Pangloss dava-lhe frequentes lições de otimismo, mas o bom Tiago dizia-lhe:

- É preciso que os homens tenham corrompido um pouco a natureza, pois, não tendo nascidos lobos, tornaram-se como eles. Deus não lhes deu canhões nem baionetas e eles inventaram canhões e baionetas para se destruírem. E ainda podia acrescentar à lista das perfeições, que têm adquirido, as bancarrotas escandalosas e fraudulentas, e o zelo da justiça que se apodera dos bens do falido e não dá nem um quarto aos credores. 

- Pois tudo isso era indispensável - respondeu o doutor zarolho - e dos males particulares resulta, necessariamente, o bem geral; de maneira que, quanto mais numerosos são estes males, maior é a felicidade do todo. Enquanto ele assim dissertava, escureceu o céu, começaram ventos a soprar dos quatro cantos do mundo, e o navio foi assaltado pela mais medonha das tempestades, à vista do porto de Lisboa. 

 I

Tempestades, naufrágio, tremor de terra e as desventuras do doutor Pongloss, de Cândido e do anabatista

 Metade dos passageiros, enfraquecidos, sentindo-se morrer entre convulsões causadas pelos balanços de uma embarcação agitada em direções opostas, carecia do vigor necessário para se aperceber daquele perigo iminente. A outra metade lançava gritos e fazia promessas. As velas estavam feitas em pedaços, os mastros partidos, o barco já se fendia; poucos manobravam, ninguém governava, ninguém se entendia. O anabatista que estava na coberta, ajudava um pouco à manobra; um marinheiro furioso, deu-lhe um empurrão tão grande que o atirou ao chão, mas o impulso foi de tal modo violento, que ele próprio foi de cabeça borda fora. Teve a sorte de ficar enganchado num pedaço de mastro partido e, ao ver isto, o bom Tiago correu a socorrê-lo, ajudando-o a subir para bordo; no meio deste esforço, novo vaivém do barco atirou-o ao mar, à vista do marinheiro, que o deixou perecer, sem se dignar, ao menos, tentar salvá-lo. 

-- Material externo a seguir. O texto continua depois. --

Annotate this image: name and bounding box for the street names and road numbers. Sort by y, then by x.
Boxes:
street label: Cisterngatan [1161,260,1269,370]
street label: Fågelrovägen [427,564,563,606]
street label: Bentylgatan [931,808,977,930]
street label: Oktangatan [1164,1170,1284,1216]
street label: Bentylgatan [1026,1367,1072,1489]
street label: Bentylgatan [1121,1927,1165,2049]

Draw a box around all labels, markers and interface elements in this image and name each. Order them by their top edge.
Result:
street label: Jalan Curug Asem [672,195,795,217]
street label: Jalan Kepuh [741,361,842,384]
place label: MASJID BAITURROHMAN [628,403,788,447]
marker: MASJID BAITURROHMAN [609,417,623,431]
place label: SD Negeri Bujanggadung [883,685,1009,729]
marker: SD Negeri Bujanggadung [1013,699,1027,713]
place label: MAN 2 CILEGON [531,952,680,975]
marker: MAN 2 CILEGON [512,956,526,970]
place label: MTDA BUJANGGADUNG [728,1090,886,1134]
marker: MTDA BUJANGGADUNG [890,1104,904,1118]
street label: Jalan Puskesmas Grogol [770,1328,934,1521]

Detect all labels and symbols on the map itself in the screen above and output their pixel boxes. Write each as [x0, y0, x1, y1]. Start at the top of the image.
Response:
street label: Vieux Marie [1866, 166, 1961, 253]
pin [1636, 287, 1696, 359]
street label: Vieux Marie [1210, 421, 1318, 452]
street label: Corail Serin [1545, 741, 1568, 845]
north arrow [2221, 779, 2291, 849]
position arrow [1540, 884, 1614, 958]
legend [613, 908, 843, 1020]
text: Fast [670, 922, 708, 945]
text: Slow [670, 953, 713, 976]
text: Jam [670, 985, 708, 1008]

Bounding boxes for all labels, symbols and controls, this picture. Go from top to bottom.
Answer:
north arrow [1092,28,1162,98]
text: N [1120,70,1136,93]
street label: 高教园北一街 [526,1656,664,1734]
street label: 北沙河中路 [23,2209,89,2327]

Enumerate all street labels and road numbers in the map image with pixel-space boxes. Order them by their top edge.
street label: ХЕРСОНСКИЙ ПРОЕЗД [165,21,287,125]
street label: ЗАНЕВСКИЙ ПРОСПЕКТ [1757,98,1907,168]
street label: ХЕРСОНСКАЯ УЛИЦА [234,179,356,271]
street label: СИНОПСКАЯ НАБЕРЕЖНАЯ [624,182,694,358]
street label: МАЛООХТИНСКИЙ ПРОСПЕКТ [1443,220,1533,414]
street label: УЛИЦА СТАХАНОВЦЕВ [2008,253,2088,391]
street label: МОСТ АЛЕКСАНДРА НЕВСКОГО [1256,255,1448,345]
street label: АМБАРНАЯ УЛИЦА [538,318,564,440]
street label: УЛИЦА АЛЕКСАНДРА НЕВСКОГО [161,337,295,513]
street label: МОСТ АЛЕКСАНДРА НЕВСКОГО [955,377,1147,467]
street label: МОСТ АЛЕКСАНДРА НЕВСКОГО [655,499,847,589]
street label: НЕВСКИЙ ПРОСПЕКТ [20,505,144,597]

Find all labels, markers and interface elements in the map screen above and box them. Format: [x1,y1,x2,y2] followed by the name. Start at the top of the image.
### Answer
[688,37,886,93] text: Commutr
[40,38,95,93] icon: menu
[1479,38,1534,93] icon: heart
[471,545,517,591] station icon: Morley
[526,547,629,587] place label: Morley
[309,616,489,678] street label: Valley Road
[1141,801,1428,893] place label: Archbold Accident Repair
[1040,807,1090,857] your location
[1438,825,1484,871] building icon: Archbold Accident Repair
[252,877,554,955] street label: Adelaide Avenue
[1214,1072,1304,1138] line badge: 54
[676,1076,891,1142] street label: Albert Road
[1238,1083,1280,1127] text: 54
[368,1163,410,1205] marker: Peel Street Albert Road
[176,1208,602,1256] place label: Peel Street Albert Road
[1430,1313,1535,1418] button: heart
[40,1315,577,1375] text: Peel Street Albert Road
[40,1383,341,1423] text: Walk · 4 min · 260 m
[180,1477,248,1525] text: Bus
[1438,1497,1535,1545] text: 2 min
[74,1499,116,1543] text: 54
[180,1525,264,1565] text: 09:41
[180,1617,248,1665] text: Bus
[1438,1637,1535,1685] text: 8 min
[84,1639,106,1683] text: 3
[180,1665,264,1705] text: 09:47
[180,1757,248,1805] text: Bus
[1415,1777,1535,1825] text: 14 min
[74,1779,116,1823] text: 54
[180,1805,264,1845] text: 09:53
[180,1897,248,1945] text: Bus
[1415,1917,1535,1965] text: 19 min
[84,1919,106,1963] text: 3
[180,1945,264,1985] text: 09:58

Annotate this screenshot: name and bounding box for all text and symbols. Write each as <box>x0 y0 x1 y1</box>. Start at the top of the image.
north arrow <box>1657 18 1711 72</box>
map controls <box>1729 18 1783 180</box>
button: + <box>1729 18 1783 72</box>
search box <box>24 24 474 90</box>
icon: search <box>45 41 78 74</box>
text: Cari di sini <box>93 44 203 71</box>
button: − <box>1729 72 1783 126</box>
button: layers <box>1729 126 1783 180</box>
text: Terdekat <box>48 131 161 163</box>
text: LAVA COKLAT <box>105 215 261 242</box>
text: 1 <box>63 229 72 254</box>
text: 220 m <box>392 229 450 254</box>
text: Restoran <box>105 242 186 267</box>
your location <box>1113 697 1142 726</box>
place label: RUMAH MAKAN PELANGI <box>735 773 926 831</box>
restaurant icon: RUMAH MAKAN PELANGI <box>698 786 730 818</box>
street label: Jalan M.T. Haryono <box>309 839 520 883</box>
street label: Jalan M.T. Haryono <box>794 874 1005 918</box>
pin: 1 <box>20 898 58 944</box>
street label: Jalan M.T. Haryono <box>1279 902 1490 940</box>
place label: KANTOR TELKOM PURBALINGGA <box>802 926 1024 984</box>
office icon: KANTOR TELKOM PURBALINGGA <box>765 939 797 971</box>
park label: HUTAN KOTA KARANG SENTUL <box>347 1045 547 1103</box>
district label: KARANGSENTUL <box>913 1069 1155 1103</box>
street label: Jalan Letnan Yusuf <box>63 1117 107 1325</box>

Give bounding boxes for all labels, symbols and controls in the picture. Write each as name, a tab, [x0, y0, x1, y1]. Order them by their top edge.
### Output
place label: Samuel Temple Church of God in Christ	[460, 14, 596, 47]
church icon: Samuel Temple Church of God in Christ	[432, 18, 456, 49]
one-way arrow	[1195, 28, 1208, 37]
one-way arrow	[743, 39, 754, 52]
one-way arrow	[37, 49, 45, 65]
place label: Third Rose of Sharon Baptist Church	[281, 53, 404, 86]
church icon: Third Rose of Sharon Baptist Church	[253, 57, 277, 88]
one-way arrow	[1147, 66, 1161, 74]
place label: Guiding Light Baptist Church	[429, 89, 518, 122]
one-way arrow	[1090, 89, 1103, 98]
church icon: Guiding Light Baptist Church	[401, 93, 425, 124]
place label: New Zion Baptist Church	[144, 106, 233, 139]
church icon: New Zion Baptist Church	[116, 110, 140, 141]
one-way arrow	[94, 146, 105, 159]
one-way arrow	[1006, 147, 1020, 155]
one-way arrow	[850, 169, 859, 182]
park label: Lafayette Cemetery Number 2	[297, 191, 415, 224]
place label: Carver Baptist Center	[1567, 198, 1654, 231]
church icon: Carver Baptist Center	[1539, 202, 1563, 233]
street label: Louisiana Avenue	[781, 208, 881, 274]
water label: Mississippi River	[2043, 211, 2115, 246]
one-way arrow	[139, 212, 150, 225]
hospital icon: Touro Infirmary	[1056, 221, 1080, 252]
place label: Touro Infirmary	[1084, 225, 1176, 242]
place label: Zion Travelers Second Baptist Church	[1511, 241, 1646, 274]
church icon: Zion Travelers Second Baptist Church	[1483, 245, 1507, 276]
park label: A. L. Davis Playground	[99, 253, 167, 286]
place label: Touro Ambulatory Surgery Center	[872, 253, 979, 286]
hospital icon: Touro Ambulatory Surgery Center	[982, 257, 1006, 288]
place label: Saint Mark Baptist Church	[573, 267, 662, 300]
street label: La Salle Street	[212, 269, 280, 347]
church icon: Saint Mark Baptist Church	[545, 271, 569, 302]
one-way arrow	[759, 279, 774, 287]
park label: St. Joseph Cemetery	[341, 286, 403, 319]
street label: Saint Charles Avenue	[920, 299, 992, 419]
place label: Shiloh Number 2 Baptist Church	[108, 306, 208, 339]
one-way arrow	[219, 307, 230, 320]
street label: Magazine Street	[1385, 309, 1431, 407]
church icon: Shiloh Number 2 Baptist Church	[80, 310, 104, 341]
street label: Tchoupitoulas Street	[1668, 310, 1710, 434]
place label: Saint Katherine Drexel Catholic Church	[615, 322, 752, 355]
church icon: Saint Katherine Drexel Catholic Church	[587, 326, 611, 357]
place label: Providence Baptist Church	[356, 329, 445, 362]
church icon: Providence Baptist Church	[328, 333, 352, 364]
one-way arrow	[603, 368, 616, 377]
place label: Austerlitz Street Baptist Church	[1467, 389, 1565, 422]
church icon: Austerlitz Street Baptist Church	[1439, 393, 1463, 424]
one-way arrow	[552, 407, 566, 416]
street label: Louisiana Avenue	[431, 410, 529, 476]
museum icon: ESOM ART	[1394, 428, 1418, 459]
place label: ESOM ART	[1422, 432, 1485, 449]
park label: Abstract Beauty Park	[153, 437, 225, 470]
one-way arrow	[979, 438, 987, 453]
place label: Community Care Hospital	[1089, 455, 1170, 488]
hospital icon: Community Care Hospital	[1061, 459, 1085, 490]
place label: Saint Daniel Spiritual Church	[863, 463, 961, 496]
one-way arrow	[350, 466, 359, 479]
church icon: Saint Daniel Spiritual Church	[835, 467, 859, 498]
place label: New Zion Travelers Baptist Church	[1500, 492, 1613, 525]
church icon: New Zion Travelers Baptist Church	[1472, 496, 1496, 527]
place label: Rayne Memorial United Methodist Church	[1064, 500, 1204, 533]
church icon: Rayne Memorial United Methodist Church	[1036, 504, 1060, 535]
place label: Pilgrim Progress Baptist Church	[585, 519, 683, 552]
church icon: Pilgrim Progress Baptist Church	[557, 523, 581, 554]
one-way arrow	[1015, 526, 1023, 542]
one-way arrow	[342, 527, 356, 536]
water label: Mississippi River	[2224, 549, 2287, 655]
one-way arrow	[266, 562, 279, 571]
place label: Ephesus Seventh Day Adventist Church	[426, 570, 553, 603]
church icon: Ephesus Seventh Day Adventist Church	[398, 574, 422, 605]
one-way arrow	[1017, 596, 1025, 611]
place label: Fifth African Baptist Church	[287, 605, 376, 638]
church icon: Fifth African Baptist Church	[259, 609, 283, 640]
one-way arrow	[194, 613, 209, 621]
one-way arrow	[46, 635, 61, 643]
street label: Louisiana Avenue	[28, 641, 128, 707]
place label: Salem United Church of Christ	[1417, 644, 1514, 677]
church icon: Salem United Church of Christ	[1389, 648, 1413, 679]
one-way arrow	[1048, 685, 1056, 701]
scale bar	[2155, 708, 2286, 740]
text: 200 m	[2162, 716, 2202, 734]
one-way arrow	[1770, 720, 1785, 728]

Cândido aproxima-se e vê o seu benfeitor, que um momento reaparece entre as ondas, para ser de novo engolido por elas; quer arrojar-se ao mar para lhe acudir, mas o doutor Pangloss impede-o provando-lhe com os seus habitais silogismos, que a rada de Lisboa tinha sido formada expressamente para aquele honrado anabatista nela perecesse. Enquanto provava isto a priori, o barco abriu-se ao meio e afogaram-se todos quantos lá iam, exceto Cândido, Pangloss e o bruto do marinheiro que tinha feito afogar o virtuoso anabatista, e que se salvou nadando que nem um peixe, até à margem, onde chegaram depois os dois amigos, agarrados a uma tábua. 

Quando se recompuseram um pouco, meteram-se a caminho de Lisboa. Traziam com eles algum dinheiro e esperavam matar a fome de que sofriam, já que a sua boa sorte os tinha salvo da tempestade. Porém, mal tinham posto os pés na cidade, chorando a desgraçada morte do seu benfeitor, sentiram a terra tremer-lhe debaixo dos pés; o mar embraveceu-se ainda mais e arrastou os navios que estavam ancorados no porto. Turbilhões de chamas e de cinzas cobrem as ruas e as praças, as casas desmoronam-se, os telhados afundam-se e os alicerces dispersam-se; trinta mil habitantes de todas as idades ficam sepultados nas ruínas daquela opulenta cidade. O marinheiro, entre palavrões e assobios ia dizendo:

- Qual poderá ser a razão deste fenómeno?

- dizia Pangloss e Cândido gritava:

- Isto é o fim do mundo, o nosso último dia!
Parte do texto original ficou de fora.